Back in the old days, people were used to this kind of issue. You plant a grain of rice and it’s going to take a while. You have to be patient. You have to have the confidence that, Yes, if you look after the grain of rice, it’ll grow. Nowadays, we want everything yesterday. In other words, we want to be already there.
We’re like the cartoon in the last Sunday paper. Some guys were ordering a pizza. It took ten seconds to get there and they complained about how slow instant gratification is nowadays.
Here we’re working on delayed gratification—but that doesn’t mean there’s no gratification at all right now. The way to be patient is to keep reminding yourself of the good things that are happening right now. Survey the body; survey your mind. See where things are quiet or have a sense of ease. It may not be much, but remember: These are little seeds. Seeds take a while to grow.
So learn the patience of a farmer. Learn the patience of someone who’s doing a reforestation project. You plant the seeds and you know if you look after things, the results will come. If you don’t look after things, the little seeds will just die.

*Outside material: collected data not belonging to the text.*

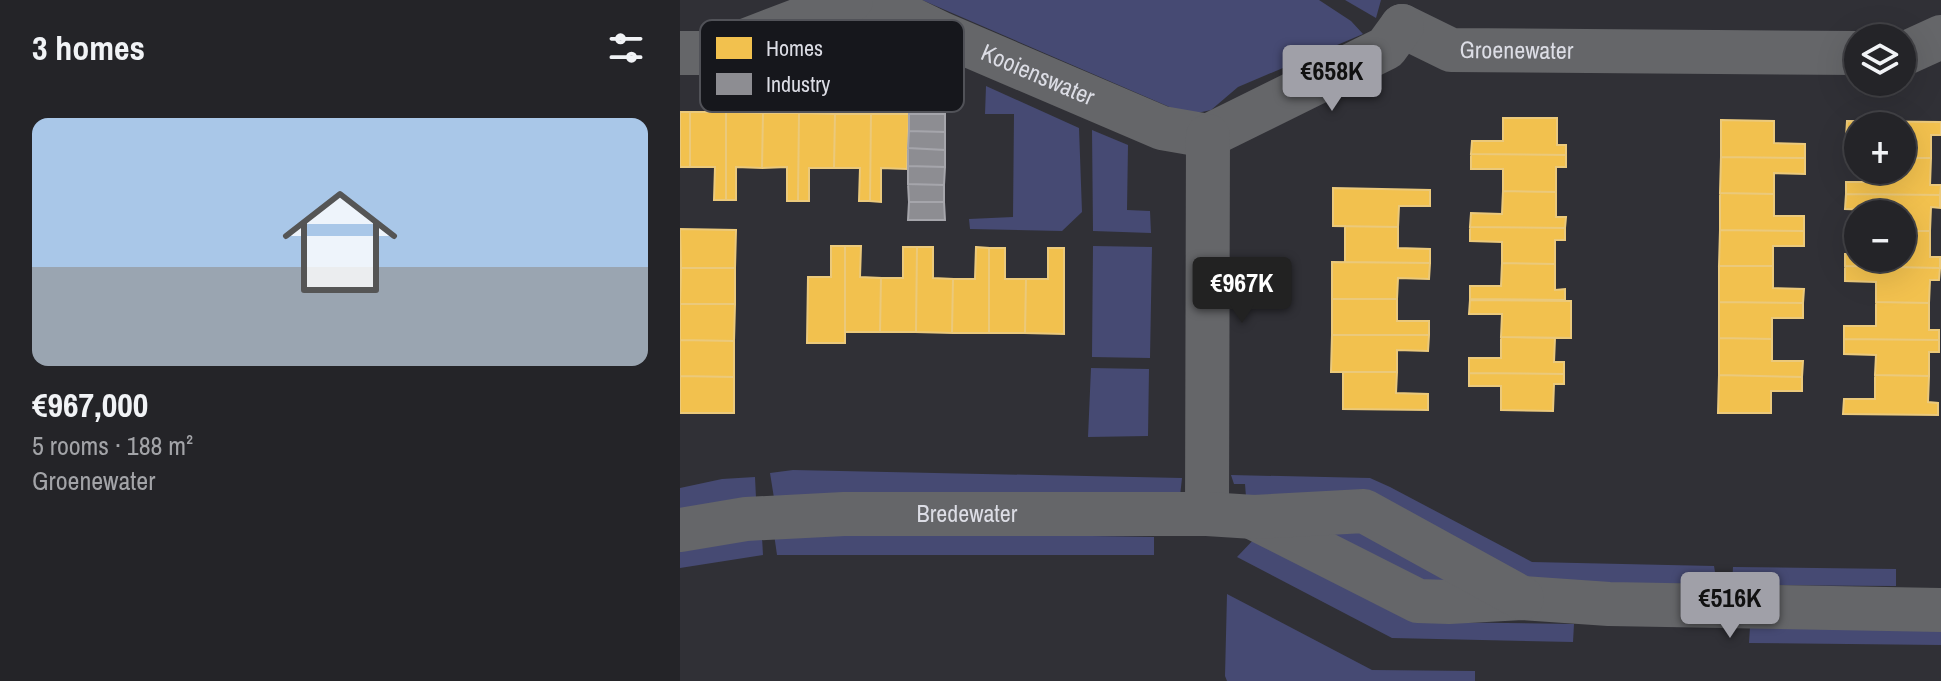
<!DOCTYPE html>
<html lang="en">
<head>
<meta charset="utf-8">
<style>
	:root { --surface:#242428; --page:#303034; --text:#f1f3f6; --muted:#a3a4a8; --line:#414145; --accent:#a0a0a8 }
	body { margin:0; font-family:"Archivo Narrow",sans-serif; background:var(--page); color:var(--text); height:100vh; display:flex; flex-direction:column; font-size:30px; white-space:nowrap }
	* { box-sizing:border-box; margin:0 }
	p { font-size:26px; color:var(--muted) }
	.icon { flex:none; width:44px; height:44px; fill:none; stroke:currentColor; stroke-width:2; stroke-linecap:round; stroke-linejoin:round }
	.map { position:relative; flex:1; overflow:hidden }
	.sheet { display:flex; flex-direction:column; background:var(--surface); width:680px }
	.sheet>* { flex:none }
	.buttons { position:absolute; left:1164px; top:24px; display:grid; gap:16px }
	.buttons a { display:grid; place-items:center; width:72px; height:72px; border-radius:50%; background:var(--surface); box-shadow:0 8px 32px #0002,0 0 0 2px var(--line); font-size:40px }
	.price { position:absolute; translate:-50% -68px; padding:0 18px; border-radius:8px; background:var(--accent); color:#111; font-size:26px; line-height:52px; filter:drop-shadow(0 2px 4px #0008) }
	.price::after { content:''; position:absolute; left:50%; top:48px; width:24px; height:18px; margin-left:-12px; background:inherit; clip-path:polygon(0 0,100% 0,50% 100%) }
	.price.current { background:#222; color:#fff }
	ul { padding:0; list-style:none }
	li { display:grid; align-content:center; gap:16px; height:424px; padding:0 32px }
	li+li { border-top:2px solid var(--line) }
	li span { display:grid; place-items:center; height:248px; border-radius:16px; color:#555 }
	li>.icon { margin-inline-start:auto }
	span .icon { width:144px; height:144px; fill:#fffc; stroke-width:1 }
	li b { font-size:34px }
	h2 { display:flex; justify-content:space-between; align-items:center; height:96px; padding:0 32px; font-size:34px }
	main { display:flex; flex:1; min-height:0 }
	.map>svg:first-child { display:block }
	.green { fill:#464a73 }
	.homes { fill:#f2c14e; stroke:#ebc97b; stroke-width:2 }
	.industry { fill:#8d8d92; stroke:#a5a5ab; stroke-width:2 }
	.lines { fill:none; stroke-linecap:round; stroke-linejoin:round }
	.minor { stroke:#656669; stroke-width:44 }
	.labels { text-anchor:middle; stroke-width:8; stroke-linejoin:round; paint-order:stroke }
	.street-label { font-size:24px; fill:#dcdde5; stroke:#16171c }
	.key { fill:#16171c; stroke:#515258; stroke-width:2 }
	.key-label { font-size:22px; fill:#dcdde5 }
</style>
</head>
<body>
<main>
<section class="sheet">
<h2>3 homes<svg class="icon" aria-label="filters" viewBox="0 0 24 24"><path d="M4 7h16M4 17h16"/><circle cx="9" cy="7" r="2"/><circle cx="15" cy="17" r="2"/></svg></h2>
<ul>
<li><span style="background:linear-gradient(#a9c7e8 60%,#9aa5b1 0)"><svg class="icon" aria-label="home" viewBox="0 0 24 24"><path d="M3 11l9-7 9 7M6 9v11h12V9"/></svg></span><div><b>€967,000</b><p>5 rooms · 188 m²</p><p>Groenewater</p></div></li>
</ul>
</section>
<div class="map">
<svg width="1261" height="681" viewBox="0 0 1261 681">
	<rect width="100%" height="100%" fill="#303036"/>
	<path class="green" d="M242,0H639L671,21L683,34L558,87L531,110L508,115Z
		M665,0H701L696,18Z
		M306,86L399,128L402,212L382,231L290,229L289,219L333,217L334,114H305Z
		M412,130L448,145L447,210L470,211L471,233L413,231Z
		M413,246L472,247L470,358L412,357Z
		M411,368L469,369L468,436L408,437Z
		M113,470L502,478L500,496L94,498L90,473Z
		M551,475L690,478L710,487L852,562L1034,566L1037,584L840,583L566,497L565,484H554Z
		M75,477L76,498L0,510V488L42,479Z
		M636,531H685L790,589L745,591Z
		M179,532L474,537V555H97L94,534Z
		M82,537L83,555L0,568V550Z
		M576,537L745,622L894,624L893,642L712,638L557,557Z
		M1053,567L1216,569V586L1052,585Z
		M547,594L692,670L795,671V681H547L545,676Z
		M1070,627L1261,628V645L1069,643Z"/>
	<path class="homes" d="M0,112H10V167H0Z
		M10,112H46V200H34L35,167H10Z
		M46,112L83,113L82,168L56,167V200H46Z
		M83,113H119L118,201H107V167L82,168Z
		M119,113L155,114L154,168H129V201H118Z
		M155,114H191L190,201H179L180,168H154Z
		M191,114H229L227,169L201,168V202L190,201Z
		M823,118H877V145H886V155L791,154L792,141H823Z
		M1041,120L1094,121V143L1125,144V158L1041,157Z
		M1167,121L1261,122V135H1251V158H1222V126H1178V137H1166Z
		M791,154L886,155V167H876V192L823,191V169H791Z
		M1041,157L1125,158V174L1094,173V194L1040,193Z
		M1222,158H1251L1250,185H1261L1260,195L1166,194V182H1197L1198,170H1222Z
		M653,188L750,190V206H719L718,227L653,226Z
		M823,191L876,192V217H886L885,228L790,227L791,213L822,214Z
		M1040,193L1094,194V216H1124V231L1040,230Z
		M1166,194L1260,195V208L1251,207L1250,231H1222V214H1197V210L1165,209Z
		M653,226L718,227V248L750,249V263L665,262V226Z
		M790,227L885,228V240H875V264L822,263V242L790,241Z
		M0,229L56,230L55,268H1Z
		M1040,230L1124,231V246H1093V266H1039Z
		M1222,231H1250V257H1260V268L1165,266V254H1178V258H1222Z
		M151,246H165V343H127L128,277H151Z
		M165,246H181L180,277L201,278L200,332H165Z
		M223,247H237L236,332H200L201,278H223Z
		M237,247H253V278L273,279L272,333L236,332Z
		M296,247L309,248V333H272L273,279H295Z
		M309,248H325V279H346L345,333H309Z
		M368,248H384V334L345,333L346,279H368Z
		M652,262L750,263L749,279L718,278L717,299H652Z
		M822,263L875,264V290L885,289V300L790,299V286H821Z
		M1039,266H1093V288L1124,289L1123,303L1039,302Z
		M1165,266L1260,268L1259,280H1250L1249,303L1196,302V282L1165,281Z
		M1,268H55V304H0Z
		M652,299H717V321H749V335H652Z
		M790,300L891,301V338L821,337L822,314H789Z
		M1039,302L1123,303V318H1092V339L1039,338Z
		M1196,302L1249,303V330H1259V340L1164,339V326H1196Z
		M0,304H55L54,341L0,340Z
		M652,335H749L748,351L717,350V372H651Z
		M821,337L875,338L874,362H884V374L789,373V358H821Z
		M1039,338L1092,339V361H1123L1122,377L1039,375Z
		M1164,339L1259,340V352H1249V376L1195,375L1196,355L1164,354Z
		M0,340L54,341V377L0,376Z
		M663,372H717L716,393L748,394V410L663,409Z
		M789,373L884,374V384H874L873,411L821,410V386H789Z
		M1039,375L1122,377V391H1091V413H1038Z
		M1195,375L1249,376L1248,402L1258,403V415L1163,414L1164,399H1195Z
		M0,376L54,377V413H0Z"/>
	<path class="industry" d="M229,114H265V132L229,131Z
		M229,131L265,132V150L228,148Z
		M228,148L265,150V167L228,166Z
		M228,166L265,167L264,185L228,184Z
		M228,184L264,185V202H229Z
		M229,202H264L265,220H228Z"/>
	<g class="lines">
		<g class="minor">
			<path id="s1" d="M192,0L262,34L482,128L528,136"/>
			<path id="s2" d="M722,26L771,50L1178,53"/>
			<path d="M0,53H33L171,0"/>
			<path d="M1222,53H1226L1261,37"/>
			<path d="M528,136L706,48L722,26"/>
			<path d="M527,514L528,136"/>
			<path d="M576,519L738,601L769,602L842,598L929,604L1261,610"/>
			<path id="s3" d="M0,530L66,519L164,514H527L574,517L684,511L842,598"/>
		</g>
	</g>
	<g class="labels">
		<g class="street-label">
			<text dy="8" stroke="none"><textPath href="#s2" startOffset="120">Groenewater</textPath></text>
			<text dy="8" stroke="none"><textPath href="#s1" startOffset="182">Kooienswater</textPath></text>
			<text dy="8" stroke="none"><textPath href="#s3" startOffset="288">Bredewater</textPath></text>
		</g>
	</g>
	<rect x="20" y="20" width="264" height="92" rx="12" class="key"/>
	<rect x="36" y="37" width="36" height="22" fill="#f2c14e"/>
	<rect x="36" y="73" width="36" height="22" fill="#8d8d92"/>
	<g class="key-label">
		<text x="86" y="56">Homes</text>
		<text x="86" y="92">Industry</text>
	</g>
</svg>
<div class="buttons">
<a><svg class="icon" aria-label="layers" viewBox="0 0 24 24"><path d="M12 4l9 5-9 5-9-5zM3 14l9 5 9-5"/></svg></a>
<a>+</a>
<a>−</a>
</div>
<b class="price" style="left:652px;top:113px">€658K</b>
<b class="price current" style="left:562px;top:325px">€967K</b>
<b class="price" style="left:1050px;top:640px">€516K</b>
</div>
</main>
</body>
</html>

And for a lot of us, that’s been our experience with seeds. We plant them and then they die and they don’t seem to offer much—which is why we tend to dismiss them. But now gain a sense of appreciation: Seeds can grow and they can contain huge trees inside them. They’ve got that potential. Your duty is simply to provide the water, provide the ground.
In other words, be interested and keep coming back, coming back. Maintain the intention to keep coming back. It’s through your patient application of effort that the results will come.